I'm curious if the barriers to safety are poverty, or if the increased danger
is an intrinsic need. Would people still do it if it was on a sled on a track?

The BBC has an interesting radio programme about these gravity bikers.

[https://www.bbc.co.uk/programmes/m0008b9g](https://www.bbc.co.uk/programmes/m0008b9g)
or
[https://www.bbc.co.uk/programmes/p07n459f](https://www.bbc.co.uk/programmes/p07n459f)

28 minutes.

> _Colombia’s Kamikaze Cyclists_ Crossing Continents

> Precipitous mountain roads, specially modified bikes, and deadly
> consequences. Simon Maybin spends time with the young men who race down the
> steep roads of Colombia’s second city Medellin.

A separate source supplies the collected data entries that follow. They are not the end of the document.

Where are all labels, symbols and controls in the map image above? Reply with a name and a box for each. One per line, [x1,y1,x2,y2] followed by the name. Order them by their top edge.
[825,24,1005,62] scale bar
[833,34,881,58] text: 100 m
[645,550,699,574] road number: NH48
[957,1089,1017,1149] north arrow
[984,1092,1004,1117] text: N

Marlon is 16 and he’s a
> gravitoso - a gravity biker. He hooks onto the back of lorries or buses
> climbing the precipitous roads to reach high points around the city. Then,
> he lets gravity do its thing and - without any safety gear - hurtles back
> down the roads, trying to dodge the traffic. This year, two of his friends
> have died gravity biking and Marlon has had a near-fatal accident. But he’s
> not quitting. So what drives young men like him to take their lives into
> their own hands? And what’s being done to stop more deaths? Produced and
> presented by Simon Maybin.

------
Lio
> to climb the hills riders hang on to passing trucks, sometimes using
> homemade hooks on a line

Something of YT from Snow Crash about that.